This article is over 11 years, 3 months old
National Theatre, Until 2 November
Issue 351

J T Rogers’s Blood and Gifts was initially presented in shortened form as part of the Tricycle Theatre’s The Great Game season and has now been expanded into a full-length production for the National Theatre. Set between 1981 and 1991, the play shows how US and British efforts to combat the Soviet occupation of Afghanistan led them to promote, fund and arm Islamic resistance movements within the country. As such, it is a timely reminder of the extent to which the problems that Western imperialism is now facing are of its own creation.

Rogers skilfully creates an atmosphere of paranoia and shifting loyalties. This is a slick political thriller in which the tension of a proxy war is combined with a generous dose of knowing humour. The portrayal of the protagonist, a CIA operative, as essentially well intentioned seems naive. But a powerful and restrained performance from Lloyd Owen certainly convinces, conveying the predicament of an honourable man trapped within a maze of conflicting imperial interests.

Inevitably, the current situation in Afghanistan is never far from the audience’s mind. Rogers encourages this. There are comments on the nature of the “special relationship” between Britain and the US. The British ambassador makes joking references to what might happen if the weapons the West had paid for came to be used against them. More movingly, the Russian ambassador’s anger at those within the Kremlin who prefer to allow bloodshed to continue rather than face the shame of admitting defeat is all too relevant to today.

However, these important points are undermined by Rogers’s refusal to truly confront the issue of Islamism. The real-life figure of CIA-funded warlord Gulbuddin Hekmatyar dominates the play. There are references to his many atrocities throughout, but neither he nor his supporters ever actually appear onstage.

The only Afghans who Rogers is willing to portray are “moderate” Islamists. In a play where all the characters, from CIA operative to Russian spy, are presented in a sympathetic light, to simply leave the more extreme elements offstage seems to imply that they defy explanation. Rogers is falling back on tired stereotypes of “good” and “bad” Muslims.

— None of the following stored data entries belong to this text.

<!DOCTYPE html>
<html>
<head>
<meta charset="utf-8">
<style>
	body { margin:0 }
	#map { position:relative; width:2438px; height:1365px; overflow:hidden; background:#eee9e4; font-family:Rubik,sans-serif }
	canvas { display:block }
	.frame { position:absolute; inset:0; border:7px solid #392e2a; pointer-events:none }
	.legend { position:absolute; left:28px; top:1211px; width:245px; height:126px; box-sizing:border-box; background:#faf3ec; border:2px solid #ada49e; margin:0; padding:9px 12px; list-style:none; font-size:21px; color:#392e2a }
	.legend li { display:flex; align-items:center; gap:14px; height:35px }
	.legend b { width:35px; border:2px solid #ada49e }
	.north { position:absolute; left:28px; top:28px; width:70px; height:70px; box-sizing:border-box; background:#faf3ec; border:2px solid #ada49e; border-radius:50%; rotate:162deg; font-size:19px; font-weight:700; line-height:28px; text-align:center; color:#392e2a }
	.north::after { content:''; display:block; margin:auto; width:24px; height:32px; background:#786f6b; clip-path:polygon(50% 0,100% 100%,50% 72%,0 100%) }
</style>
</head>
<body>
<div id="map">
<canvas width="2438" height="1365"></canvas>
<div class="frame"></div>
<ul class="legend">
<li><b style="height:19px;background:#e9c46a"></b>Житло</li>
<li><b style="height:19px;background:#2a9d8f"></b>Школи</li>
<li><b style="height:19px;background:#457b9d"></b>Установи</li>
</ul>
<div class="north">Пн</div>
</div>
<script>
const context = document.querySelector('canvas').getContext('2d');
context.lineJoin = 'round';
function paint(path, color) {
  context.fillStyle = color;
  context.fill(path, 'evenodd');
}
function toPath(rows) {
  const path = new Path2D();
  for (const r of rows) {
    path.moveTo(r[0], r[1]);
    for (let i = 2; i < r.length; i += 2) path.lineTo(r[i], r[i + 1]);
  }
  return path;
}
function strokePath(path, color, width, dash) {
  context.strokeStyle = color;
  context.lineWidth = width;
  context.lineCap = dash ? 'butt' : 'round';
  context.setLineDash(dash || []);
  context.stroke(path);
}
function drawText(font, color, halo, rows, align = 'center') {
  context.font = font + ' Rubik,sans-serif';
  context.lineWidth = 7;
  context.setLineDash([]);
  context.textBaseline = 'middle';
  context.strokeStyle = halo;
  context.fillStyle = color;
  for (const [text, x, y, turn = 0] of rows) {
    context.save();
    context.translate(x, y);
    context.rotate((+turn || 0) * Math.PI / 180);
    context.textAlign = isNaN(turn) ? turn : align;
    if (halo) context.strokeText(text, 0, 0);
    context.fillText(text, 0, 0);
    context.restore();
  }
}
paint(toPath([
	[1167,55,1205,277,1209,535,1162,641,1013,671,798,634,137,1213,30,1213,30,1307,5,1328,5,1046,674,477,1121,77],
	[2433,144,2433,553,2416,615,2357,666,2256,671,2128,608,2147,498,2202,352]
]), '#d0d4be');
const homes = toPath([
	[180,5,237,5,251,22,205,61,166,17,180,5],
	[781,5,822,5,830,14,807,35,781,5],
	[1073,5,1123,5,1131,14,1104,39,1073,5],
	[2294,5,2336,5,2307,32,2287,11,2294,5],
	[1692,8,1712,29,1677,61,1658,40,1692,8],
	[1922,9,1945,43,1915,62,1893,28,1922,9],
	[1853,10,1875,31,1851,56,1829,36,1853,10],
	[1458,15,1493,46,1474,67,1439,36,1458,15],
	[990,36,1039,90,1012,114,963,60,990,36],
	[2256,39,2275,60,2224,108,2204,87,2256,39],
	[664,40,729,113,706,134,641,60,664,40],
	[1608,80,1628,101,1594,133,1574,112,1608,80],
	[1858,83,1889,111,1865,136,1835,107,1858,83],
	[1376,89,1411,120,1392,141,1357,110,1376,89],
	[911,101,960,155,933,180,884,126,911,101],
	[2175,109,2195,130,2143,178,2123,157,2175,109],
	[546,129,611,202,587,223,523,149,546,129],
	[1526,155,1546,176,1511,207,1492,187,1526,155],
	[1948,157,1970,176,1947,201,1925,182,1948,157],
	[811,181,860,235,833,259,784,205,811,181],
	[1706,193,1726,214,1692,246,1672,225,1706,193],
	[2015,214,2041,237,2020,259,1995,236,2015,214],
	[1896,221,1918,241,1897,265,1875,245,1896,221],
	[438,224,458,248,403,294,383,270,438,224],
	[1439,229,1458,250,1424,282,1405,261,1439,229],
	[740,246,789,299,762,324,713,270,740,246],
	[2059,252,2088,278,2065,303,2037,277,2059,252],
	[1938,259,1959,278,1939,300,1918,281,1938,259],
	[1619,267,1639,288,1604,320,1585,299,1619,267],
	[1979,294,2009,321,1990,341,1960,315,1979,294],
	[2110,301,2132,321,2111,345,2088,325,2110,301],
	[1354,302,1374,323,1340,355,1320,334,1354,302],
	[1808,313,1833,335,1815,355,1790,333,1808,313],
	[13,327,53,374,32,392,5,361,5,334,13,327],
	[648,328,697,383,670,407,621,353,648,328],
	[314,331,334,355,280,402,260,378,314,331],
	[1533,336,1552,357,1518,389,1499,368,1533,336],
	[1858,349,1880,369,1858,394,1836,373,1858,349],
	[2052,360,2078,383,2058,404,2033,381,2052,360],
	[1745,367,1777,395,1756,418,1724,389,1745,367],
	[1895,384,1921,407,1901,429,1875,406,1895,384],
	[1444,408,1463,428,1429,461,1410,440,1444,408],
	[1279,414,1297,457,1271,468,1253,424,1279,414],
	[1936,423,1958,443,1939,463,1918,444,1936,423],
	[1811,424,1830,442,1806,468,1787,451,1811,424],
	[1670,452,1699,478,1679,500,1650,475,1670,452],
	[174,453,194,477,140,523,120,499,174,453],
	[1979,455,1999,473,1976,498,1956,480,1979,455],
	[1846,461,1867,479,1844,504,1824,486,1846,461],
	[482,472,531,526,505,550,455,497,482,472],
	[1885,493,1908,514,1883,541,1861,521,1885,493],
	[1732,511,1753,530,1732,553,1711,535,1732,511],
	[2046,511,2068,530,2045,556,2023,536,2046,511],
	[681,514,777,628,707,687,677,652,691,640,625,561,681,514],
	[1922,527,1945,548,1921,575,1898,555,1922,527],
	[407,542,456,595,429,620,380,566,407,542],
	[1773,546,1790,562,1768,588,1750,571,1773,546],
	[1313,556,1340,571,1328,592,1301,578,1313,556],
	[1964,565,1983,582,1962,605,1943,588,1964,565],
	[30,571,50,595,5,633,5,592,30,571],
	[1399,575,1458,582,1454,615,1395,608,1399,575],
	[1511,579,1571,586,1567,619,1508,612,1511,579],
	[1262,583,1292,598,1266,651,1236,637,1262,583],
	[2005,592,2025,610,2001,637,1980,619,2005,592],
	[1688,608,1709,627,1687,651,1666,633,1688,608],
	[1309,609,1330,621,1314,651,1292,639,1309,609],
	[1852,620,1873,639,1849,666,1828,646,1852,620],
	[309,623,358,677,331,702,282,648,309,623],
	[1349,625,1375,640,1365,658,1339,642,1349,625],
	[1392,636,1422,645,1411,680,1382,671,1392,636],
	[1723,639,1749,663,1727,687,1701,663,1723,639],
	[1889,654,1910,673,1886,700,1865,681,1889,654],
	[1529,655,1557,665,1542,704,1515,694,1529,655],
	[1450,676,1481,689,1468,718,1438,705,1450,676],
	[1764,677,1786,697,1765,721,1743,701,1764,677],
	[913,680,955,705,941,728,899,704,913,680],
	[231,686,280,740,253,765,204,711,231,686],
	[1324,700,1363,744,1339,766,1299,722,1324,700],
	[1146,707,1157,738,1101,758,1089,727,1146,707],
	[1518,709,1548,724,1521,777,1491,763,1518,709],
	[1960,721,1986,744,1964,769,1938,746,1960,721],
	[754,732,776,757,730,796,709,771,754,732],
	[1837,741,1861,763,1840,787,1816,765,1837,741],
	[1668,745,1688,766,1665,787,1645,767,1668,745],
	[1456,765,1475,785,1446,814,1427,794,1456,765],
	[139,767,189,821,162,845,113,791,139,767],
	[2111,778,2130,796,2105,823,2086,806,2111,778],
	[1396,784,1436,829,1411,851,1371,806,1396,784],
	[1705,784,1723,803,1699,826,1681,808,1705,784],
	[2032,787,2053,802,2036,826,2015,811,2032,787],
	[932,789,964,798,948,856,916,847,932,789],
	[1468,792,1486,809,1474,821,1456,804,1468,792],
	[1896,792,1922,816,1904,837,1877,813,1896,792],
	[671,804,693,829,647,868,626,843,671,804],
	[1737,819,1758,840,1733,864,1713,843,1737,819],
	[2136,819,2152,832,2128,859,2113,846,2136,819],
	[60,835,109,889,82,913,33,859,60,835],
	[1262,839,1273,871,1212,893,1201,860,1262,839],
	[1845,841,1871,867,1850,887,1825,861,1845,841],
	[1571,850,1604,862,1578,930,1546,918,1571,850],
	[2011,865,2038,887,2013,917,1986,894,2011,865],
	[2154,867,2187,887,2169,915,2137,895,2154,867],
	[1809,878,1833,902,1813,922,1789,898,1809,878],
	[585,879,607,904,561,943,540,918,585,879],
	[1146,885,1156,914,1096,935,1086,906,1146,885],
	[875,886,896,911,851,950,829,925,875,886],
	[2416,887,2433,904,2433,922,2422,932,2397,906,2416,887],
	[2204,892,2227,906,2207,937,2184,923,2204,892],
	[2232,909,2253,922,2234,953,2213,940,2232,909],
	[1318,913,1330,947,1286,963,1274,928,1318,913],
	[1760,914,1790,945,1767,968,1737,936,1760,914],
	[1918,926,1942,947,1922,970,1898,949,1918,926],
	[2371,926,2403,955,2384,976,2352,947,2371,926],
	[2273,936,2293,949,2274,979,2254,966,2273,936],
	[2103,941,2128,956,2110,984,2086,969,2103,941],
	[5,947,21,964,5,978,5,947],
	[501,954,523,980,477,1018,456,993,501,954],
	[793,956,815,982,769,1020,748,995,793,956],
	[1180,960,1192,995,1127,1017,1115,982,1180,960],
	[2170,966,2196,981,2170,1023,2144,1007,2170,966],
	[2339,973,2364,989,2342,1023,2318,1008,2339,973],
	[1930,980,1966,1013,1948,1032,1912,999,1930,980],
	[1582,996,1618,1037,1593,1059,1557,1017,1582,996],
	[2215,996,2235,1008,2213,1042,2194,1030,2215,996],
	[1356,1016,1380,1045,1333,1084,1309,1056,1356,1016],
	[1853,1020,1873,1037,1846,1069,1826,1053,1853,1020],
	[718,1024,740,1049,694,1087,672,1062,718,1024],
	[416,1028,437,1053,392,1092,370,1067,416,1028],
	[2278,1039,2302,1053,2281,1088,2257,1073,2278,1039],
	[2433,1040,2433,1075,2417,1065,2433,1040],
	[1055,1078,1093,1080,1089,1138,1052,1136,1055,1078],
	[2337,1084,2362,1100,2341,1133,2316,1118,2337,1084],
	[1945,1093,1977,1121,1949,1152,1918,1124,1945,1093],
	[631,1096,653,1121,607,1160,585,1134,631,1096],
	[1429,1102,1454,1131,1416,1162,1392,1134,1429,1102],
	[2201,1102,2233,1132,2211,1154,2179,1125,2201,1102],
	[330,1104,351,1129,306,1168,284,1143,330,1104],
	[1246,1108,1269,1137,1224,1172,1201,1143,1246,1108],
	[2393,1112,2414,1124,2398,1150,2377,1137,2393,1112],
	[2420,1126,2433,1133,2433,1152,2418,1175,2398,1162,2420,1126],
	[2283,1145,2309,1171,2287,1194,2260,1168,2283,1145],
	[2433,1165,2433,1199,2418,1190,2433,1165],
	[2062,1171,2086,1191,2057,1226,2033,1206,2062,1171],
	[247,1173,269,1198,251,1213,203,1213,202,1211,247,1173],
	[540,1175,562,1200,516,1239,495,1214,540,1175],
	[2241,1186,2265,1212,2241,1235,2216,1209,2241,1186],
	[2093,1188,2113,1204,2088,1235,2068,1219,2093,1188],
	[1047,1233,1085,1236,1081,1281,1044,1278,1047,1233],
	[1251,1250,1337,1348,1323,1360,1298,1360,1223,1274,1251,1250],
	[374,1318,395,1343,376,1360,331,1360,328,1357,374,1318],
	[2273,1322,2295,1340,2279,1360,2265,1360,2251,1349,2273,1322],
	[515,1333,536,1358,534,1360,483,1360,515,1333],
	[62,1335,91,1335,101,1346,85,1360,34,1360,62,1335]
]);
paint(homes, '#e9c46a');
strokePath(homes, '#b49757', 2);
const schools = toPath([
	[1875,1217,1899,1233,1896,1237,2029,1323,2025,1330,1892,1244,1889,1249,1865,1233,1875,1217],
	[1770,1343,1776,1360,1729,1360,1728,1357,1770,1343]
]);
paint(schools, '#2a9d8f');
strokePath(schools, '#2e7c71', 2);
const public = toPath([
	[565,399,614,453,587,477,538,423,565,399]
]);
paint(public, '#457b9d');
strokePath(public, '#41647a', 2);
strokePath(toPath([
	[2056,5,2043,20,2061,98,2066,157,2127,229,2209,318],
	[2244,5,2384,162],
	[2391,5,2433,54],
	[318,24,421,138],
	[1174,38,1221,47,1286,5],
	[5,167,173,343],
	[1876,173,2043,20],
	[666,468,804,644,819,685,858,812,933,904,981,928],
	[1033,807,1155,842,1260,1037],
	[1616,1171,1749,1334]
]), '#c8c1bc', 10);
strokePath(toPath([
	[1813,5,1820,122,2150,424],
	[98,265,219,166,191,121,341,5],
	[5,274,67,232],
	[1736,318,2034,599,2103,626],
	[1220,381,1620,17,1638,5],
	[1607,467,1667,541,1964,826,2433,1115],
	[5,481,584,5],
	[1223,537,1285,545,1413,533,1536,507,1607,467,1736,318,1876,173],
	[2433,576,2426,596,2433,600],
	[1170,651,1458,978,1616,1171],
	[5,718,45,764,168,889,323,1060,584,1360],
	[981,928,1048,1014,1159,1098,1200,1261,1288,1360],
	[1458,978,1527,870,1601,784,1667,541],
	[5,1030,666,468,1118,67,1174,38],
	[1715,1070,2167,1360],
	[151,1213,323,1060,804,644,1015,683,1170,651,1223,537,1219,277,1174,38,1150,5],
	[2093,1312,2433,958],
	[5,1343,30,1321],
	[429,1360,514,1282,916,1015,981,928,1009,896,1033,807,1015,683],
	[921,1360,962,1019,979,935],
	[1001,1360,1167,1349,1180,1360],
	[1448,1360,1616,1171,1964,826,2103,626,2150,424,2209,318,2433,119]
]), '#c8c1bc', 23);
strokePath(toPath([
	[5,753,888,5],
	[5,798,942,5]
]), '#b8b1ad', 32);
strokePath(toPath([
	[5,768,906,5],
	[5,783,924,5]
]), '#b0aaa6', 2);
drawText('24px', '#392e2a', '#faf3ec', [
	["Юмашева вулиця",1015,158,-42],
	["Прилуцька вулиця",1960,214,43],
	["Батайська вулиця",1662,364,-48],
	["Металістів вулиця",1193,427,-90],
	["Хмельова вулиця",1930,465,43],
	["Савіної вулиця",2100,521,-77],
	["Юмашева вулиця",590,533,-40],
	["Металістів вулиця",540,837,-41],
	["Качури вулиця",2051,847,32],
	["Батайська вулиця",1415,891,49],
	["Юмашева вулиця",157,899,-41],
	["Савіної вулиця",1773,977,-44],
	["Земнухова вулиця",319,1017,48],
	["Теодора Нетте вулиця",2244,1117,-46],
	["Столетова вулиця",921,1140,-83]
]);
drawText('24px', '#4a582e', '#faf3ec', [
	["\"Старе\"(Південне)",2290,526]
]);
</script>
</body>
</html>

The cast is uniformly excellent, and the play is certainly to be admired for seeking to remind people of the extent to which the US and Britain are responsible for the rise of extremism within Afghanistan. But by leaving the extremist voice out of the play, Rogers characterises it in terms of an unknowable other, an evil, incomprehensible force. In doing so, he risks legitimising the Afghanistan war itself.